I discovered Jason Diamond through Twitter after spending the last year following some prominent New York City-based writers. I'm not sure if they're connected to each personally, professionally or both but one follow led to another and before I realized it I had stumbled into some sort of NYC media clique. First I followed Amanda Mull, Managing Editor of Purse Blog and freelance writer. (Her dry wit makes her one of my best follows to date, follow her. And she's a Dawg and fellow Grady grad like me!) At some point in the infinite twitter timeline, she led me to Jason Diamond who is the sports and pop culture editor of Rolling Stone, and of course a writer. And with his memoir, Searching for John Hughes, an author.
I didn't know much about him as a writer other than he penned an article, "Sex, Drugs, and Bestsellers: The Legend of the Literary Brat Pack" for Harper's Bazaar back in October that I really liked. But I'm a sucker for John Hughes and personal nonfiction so when I saw Diamond's book was coming out, I pre-ordered it the day it became available on Amazon.
A couple of days later I got an email saying there was a problem with my account. The next day the order was cancelled. I tried again the next week. It happened again. Then November turned into December and I became consumed with my impending move from Kansas City to New York. Pre-ordering a book slid off my to-do list without me even noticing.

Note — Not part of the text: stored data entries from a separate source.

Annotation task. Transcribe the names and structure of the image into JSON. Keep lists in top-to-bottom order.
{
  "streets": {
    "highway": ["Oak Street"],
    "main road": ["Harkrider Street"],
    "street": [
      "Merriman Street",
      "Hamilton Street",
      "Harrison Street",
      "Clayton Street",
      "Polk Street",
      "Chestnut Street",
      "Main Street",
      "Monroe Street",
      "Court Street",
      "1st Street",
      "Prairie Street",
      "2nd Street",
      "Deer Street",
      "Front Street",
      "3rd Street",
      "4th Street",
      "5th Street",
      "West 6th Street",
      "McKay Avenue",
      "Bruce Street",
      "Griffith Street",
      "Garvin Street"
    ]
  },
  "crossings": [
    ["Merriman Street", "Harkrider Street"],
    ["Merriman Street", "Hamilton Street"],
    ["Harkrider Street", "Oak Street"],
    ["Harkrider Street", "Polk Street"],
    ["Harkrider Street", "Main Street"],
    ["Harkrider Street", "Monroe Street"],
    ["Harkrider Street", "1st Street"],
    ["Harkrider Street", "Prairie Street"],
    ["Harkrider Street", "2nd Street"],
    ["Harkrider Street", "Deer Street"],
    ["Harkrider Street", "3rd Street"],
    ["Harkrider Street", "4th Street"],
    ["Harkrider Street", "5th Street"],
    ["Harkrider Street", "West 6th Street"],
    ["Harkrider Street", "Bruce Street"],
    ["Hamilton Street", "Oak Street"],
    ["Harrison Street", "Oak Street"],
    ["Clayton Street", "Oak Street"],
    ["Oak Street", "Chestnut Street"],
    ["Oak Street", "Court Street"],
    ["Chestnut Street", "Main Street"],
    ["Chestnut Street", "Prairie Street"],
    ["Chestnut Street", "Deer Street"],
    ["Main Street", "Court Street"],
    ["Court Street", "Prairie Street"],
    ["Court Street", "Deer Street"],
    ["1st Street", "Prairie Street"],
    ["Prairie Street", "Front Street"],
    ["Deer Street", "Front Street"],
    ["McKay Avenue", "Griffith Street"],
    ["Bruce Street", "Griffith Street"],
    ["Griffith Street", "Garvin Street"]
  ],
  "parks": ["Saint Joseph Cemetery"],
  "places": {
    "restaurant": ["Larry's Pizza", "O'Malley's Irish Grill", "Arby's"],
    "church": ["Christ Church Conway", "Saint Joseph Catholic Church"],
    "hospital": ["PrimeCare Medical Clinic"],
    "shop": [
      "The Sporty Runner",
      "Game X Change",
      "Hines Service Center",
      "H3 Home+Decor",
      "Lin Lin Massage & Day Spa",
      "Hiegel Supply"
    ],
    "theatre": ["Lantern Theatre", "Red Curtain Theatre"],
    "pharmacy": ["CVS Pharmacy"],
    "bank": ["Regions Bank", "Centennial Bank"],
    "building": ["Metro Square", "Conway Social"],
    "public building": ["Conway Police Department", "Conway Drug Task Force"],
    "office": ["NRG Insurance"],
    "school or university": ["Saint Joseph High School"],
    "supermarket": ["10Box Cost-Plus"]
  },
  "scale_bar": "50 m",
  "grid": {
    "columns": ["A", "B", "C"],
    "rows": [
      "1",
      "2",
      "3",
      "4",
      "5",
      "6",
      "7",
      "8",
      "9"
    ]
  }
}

Flash forward to January 2017. I was about 3 weeks new to New York and again, Twitter had led me to something. Jason Diamond would be speaking about John Hughes films and signing copies of his book at The Strand. Sold! I bought a ticket in about 2 minutes flat. (Also being new to New York, I was unemployed so it's not like I had to clear my schedule. I would have though, for the record.)
"Hi," I told him while he cracked open my copy of his book to sign. "I loved your article in Harper's from a few months ago. Bret Easton Ellis and Jay McInerney are two of my favorite writers."
"Oh, thanks," he said. "Yeah, it was awesome to interview them." His hand paused over my book with the Sharpie.
"I just moved to New York," I told him while he signed it. I left out the part that I'm a writer. Since I've been published in a few places I'm no longer aspiring per se, but I guess more like aspiring to write full-time.
We exchanged quickly about the fact I'm from Kansas City and he's from Chicago and that KC barbecue is awesome. I've never eaten it, but I lied and agreed it was great. He struck a line through his name in the book and handed me back my newly signed copy. That was it. It was a great night.
How accomplished it must feel, I thought to myself as Jason bantered back and forth with another writer about 80s flicks to not only do a book signing and have people be interested enough in your writing to show up, but to be doing it at one of New York's most famous bookstores.
I showed my friend my signed copy.
"Why is there a line through his name?" She scrutinzed it.
"I'm not sure." I shrugged it off.
After leaving the signing, I immediately went home and started reading it. After finishing it, I I think I can say with a fair amount of certainty that Jason felt pretty damn grateful to be publishing a book and doing a signing at The Strand considering everything he's been through that was revealed in his book.
Jason Diamond may have been Searching for John Hughes but inadvertently he wrote the perfect book for a 20-something writer who just moved to New York City to follow their dream. He captured the gut-wrenching doubt we feel about our own worthiness and deservedness as writers. Certain lines seemed like he pulled them directly from my subconscious.
Oh and as for the line through his name? In his book, he says that he had seen a famous writer do it one time when he took a book to get signed. And now that he's made it, I guess he's doing it too. And as I navigate Manhattan, pursuing writing and getting published in more places, I'm starting out just like he did.
He may have been Searching for John Hughes, but in my own way, I'm Searching for Jason Diamond.